#### Activity:
Within the records below, find each line that holds the string "speed", then copy it.

--------------------------------------------------

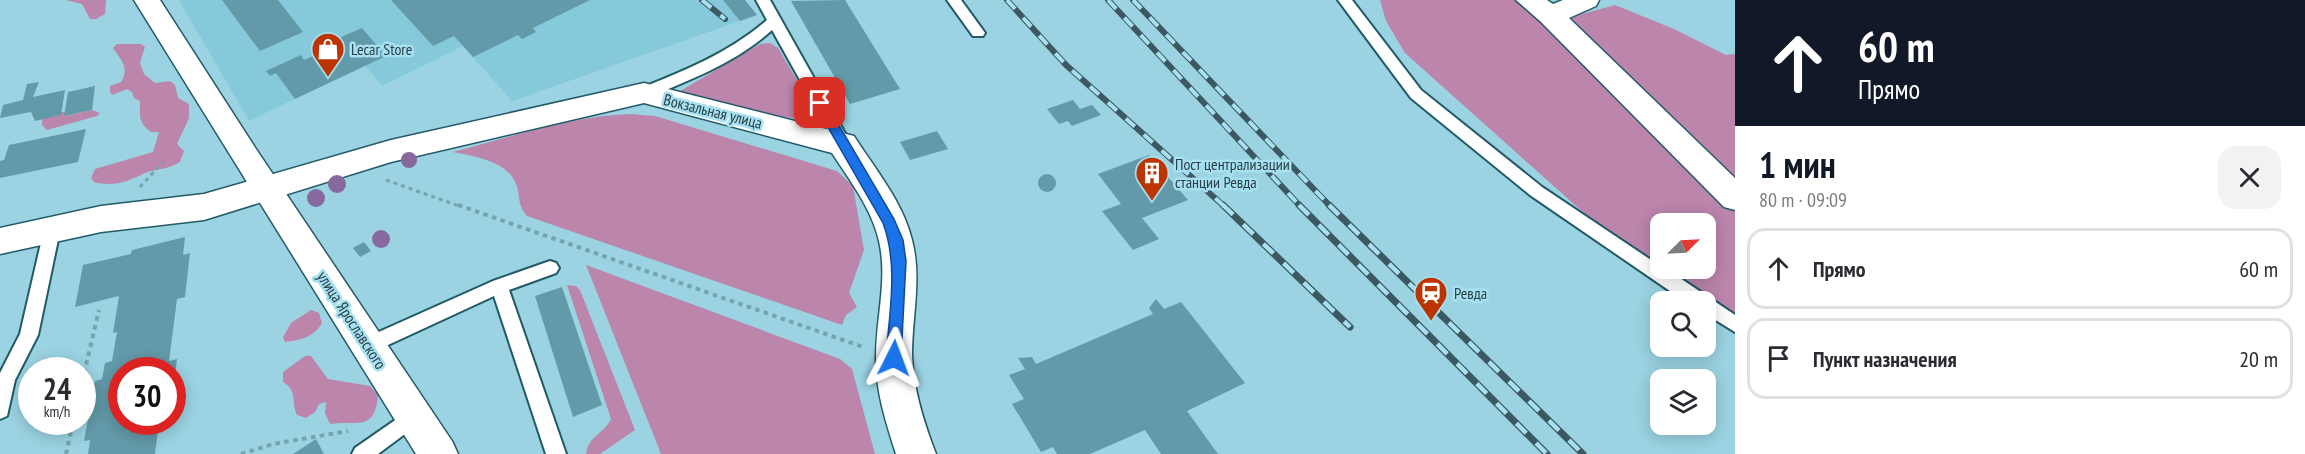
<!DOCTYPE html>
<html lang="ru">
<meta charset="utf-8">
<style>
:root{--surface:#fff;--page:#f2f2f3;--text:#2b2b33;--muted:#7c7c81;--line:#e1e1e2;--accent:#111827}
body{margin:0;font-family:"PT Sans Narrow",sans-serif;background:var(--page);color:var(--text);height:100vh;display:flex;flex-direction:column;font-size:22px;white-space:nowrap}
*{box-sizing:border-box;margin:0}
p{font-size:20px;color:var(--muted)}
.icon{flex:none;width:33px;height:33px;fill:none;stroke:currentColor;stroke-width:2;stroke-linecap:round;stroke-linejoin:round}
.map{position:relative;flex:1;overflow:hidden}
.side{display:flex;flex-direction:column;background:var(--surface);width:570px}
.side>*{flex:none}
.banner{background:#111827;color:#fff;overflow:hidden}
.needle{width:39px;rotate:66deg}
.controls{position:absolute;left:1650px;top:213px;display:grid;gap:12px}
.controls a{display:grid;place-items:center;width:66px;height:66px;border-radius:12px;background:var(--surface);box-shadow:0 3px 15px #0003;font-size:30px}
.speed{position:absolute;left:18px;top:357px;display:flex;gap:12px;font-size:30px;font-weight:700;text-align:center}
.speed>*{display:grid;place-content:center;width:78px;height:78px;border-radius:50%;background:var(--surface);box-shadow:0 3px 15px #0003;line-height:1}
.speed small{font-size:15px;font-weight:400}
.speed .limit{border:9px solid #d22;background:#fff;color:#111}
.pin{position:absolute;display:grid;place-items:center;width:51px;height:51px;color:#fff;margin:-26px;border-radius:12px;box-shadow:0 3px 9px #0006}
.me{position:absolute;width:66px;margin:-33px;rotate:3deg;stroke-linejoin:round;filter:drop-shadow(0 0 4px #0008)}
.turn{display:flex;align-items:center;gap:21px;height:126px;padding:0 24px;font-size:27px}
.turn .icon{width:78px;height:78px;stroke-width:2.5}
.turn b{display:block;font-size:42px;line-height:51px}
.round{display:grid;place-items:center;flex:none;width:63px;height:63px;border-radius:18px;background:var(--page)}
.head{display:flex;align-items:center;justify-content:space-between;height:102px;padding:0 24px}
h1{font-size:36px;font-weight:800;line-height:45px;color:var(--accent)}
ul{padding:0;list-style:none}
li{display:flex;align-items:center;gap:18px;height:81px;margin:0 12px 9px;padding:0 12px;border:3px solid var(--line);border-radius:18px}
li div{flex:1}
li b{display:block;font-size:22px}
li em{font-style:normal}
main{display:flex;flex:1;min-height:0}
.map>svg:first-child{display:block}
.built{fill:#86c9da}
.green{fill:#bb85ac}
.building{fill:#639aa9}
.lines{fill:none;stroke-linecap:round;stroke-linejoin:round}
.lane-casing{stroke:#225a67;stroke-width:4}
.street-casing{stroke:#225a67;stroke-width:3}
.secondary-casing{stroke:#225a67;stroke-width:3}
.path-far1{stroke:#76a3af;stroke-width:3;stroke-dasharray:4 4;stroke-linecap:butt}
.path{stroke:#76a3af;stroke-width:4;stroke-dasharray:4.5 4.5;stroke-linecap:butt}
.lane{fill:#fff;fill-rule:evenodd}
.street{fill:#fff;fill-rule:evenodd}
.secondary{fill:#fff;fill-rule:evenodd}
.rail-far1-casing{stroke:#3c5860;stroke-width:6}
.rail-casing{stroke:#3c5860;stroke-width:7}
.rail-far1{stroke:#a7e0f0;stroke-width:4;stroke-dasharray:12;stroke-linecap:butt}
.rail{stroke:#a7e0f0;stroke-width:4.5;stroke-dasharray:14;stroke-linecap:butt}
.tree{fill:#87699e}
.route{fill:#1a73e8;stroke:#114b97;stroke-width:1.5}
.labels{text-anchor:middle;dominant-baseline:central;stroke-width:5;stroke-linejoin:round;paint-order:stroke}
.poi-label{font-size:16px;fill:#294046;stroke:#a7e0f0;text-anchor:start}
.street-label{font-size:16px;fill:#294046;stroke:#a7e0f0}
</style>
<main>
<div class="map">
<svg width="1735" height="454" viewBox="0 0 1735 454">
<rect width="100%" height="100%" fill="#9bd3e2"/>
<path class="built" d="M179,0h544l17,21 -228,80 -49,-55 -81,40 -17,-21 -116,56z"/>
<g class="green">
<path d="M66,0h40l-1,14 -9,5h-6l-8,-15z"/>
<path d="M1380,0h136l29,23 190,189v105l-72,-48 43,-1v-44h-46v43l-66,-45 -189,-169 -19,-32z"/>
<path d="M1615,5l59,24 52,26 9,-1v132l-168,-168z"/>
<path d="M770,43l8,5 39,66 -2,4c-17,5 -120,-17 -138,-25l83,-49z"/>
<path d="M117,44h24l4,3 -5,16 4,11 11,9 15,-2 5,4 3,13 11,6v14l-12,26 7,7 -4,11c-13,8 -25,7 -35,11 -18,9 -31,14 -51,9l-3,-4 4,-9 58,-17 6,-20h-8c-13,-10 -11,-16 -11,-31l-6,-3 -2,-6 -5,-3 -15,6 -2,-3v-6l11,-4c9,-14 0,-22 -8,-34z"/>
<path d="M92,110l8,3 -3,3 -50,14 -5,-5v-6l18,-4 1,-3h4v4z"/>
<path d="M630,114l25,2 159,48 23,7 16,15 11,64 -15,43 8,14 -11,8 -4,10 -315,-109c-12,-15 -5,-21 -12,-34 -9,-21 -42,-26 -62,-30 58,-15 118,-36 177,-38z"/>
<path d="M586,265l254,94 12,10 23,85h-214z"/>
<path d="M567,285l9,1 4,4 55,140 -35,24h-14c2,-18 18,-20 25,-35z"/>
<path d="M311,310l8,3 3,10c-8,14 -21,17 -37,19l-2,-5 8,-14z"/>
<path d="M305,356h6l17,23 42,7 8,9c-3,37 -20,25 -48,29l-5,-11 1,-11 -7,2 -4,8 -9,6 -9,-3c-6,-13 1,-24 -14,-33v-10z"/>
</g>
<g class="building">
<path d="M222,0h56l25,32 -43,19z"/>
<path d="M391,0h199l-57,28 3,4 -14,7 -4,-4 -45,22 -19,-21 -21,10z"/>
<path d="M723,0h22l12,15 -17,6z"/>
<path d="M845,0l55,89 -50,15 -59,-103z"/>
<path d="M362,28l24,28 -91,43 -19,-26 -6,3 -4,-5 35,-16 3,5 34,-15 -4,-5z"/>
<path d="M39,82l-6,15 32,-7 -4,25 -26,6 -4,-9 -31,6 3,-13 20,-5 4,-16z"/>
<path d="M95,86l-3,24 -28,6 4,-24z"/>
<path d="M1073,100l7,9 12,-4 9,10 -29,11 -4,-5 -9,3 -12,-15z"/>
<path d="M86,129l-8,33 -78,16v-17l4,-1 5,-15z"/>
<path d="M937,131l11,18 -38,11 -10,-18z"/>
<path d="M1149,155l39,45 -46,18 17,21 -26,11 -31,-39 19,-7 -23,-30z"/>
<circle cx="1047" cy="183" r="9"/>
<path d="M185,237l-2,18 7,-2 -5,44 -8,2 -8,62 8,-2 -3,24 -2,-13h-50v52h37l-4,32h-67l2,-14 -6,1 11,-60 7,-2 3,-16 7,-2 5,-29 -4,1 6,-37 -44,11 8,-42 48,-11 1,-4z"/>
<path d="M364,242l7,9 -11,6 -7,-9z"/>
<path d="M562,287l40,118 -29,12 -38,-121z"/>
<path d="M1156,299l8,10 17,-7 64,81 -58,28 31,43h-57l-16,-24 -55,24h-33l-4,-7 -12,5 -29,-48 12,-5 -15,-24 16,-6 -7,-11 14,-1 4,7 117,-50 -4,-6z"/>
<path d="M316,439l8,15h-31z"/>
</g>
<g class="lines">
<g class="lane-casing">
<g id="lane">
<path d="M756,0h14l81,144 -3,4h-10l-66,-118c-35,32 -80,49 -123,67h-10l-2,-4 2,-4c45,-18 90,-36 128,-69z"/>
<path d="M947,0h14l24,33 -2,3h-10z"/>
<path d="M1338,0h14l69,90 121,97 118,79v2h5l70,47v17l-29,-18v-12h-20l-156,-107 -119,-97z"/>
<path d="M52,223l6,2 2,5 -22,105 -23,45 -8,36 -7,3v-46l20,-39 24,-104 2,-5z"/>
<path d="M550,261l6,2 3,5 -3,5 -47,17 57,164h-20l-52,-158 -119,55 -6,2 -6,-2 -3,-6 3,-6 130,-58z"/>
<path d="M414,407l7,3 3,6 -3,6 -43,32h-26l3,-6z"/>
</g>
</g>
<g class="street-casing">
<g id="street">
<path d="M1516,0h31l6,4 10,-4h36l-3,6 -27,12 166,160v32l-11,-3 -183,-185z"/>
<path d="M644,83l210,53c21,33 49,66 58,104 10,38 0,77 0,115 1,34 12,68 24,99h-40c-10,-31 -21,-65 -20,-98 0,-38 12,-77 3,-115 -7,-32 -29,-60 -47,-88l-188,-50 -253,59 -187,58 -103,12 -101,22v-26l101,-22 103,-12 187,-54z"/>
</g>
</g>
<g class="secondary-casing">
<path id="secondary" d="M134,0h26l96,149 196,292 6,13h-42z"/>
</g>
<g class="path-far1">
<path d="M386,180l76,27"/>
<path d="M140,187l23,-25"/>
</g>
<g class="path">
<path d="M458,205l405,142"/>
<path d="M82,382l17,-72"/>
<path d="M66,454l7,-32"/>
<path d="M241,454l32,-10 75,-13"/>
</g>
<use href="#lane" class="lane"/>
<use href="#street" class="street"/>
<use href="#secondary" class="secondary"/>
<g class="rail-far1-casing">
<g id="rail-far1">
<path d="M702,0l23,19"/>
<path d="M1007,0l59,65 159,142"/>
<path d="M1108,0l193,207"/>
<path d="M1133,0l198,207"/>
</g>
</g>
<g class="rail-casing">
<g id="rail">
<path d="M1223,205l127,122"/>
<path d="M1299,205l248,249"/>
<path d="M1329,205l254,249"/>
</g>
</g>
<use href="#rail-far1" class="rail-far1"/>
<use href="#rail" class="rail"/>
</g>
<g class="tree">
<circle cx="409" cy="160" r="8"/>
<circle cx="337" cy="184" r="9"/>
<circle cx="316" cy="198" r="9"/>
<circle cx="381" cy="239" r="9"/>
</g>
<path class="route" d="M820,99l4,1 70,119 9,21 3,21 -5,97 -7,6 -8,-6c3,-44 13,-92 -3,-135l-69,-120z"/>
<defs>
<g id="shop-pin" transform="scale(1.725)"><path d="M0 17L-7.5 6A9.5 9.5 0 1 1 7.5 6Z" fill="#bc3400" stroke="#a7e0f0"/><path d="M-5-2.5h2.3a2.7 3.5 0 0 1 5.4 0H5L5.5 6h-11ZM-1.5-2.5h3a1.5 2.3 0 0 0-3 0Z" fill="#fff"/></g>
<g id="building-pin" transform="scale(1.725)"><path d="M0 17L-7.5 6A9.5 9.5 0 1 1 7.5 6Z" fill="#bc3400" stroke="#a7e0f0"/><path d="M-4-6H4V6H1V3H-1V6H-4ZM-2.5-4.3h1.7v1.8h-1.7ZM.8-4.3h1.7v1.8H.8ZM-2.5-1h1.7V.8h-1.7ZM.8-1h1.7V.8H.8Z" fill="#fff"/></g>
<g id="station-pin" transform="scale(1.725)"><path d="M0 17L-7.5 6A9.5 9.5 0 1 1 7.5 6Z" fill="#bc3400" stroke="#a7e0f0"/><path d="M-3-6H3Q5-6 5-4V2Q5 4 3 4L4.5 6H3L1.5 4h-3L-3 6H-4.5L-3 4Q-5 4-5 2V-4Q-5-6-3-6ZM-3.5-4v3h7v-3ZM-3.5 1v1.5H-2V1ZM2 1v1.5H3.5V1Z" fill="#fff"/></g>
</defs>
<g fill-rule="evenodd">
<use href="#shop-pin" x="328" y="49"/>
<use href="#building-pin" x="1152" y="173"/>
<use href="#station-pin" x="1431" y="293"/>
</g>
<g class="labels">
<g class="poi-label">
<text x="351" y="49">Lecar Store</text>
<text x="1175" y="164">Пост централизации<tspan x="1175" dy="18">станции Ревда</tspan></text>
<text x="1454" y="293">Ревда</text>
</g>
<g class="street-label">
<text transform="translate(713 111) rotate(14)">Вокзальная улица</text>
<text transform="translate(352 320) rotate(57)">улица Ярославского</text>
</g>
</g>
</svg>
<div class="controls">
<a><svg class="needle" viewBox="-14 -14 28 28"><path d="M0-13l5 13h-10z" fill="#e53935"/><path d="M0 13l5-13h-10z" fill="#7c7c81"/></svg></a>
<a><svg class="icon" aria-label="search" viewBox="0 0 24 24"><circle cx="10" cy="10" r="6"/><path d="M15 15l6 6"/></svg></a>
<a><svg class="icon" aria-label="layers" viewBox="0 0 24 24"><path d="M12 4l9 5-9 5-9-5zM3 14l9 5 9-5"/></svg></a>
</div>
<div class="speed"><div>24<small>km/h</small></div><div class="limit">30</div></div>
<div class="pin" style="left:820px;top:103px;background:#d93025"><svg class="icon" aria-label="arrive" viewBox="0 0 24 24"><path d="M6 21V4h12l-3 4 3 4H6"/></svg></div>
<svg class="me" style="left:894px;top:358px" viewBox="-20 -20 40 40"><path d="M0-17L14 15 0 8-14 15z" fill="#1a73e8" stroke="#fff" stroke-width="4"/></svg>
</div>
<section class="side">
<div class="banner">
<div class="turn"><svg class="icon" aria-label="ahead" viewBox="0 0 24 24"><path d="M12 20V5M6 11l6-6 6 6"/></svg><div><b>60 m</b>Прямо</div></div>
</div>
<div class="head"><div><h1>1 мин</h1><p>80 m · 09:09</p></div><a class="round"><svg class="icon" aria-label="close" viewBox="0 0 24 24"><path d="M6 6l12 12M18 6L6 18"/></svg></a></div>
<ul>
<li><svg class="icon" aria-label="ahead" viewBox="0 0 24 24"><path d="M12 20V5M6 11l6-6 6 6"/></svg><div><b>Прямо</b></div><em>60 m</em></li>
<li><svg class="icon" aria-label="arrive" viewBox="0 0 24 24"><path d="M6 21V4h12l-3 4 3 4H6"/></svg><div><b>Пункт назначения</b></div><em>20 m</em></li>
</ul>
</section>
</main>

--------------------------------------------------

#### Answer space:
.speed{position:absolute;left:18px;top:357px;display:flex;gap:12px;font-size:30px;font-weight:700;text-align:center}
.speed>*{display:grid;place-content:center;width:78px;height:78px;border-radius:50%;background:var(--surface);box-shadow:0 3px 15px #0003;line-height:1}
.speed small{font-size:15px;font-weight:400}
.speed .limit{border:9px solid #d22;background:#fff;color:#111}
<div class="speed"><div>24<small>km/h</small></div><div class="limit">30</div></div>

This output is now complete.